*DESCRIPTION OF THE TASK*
All of the data must be output exactly, with every picture left out.
### EXTRACTED ENTRIES
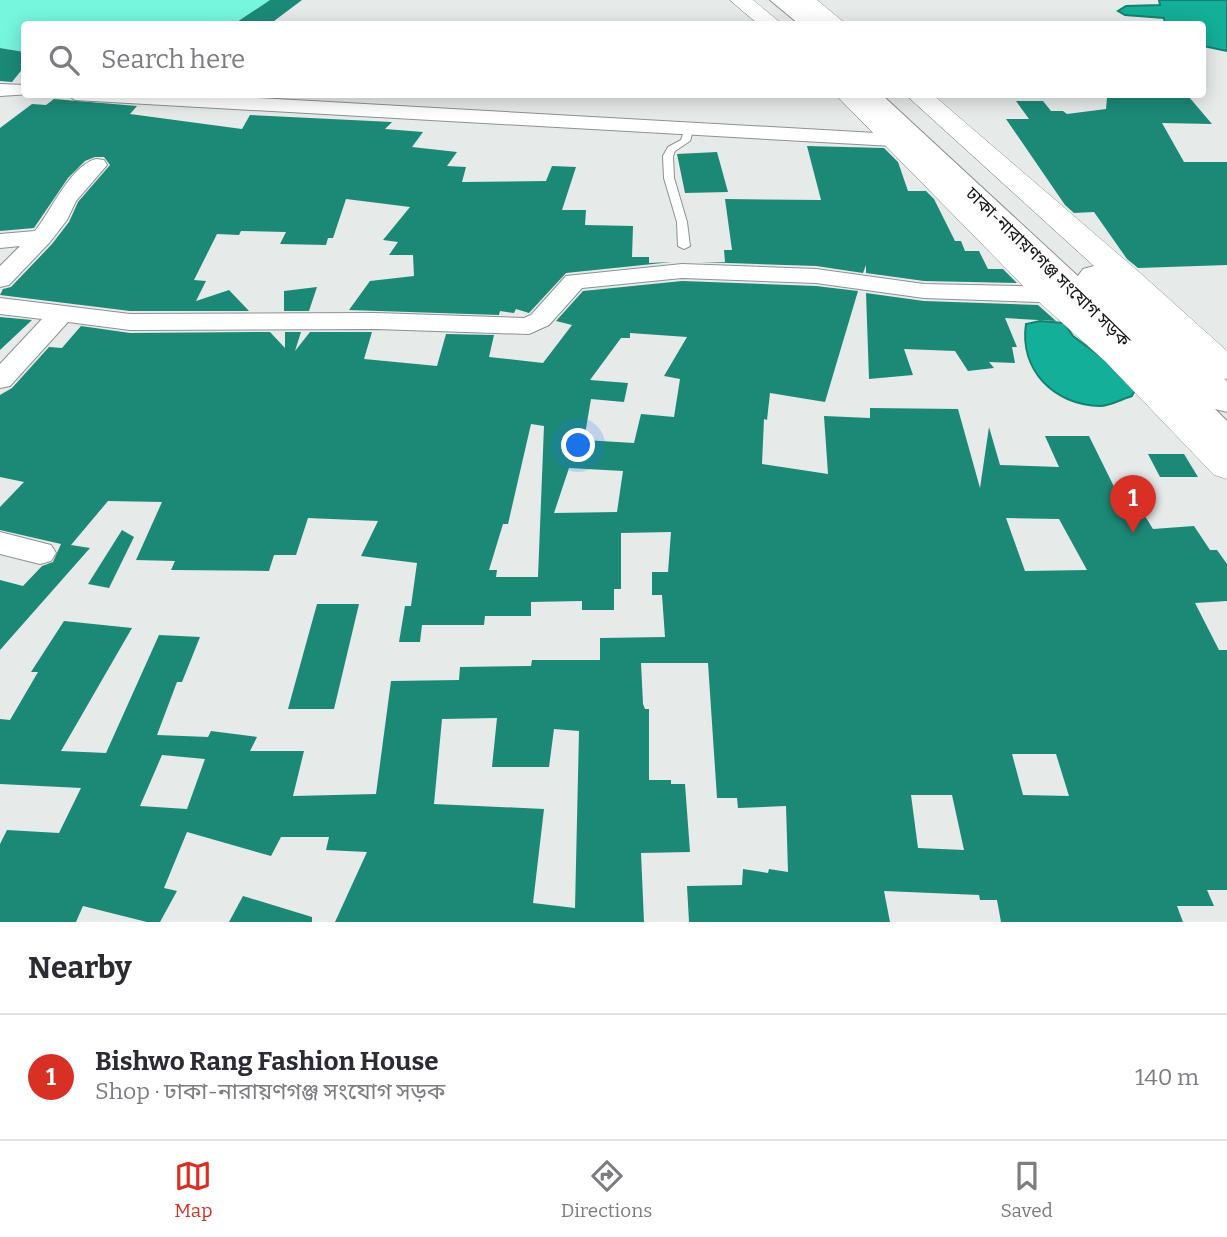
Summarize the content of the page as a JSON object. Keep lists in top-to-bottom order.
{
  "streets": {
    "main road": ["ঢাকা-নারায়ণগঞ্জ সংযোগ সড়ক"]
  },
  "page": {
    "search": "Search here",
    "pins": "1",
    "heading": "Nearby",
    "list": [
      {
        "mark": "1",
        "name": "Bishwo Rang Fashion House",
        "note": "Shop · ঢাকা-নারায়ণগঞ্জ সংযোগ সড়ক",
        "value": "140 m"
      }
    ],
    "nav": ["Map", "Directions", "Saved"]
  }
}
######
*ANSWER SPACE*
Summarize the content of the page as a JSON object. Keep lists in top-to-bottom order.
{
  "streets": {
    "main road": ["ঢাকা-নারায়ণগঞ্জ সংযোগ সড়ক"]
  },
  "page": {
    "search": "Search here",
    "pins": "1",
    "heading": "Nearby",
    "list": [
      {
        "mark": "1",
        "name": "Bishwo Rang Fashion House",
        "note": "Shop · ঢাকা-নারায়ণগঞ্জ সংযোগ সড়ক",
        "value": "140 m"
      }
    ],
    "nav": ["Map", "Directions", "Saved"]
  }
}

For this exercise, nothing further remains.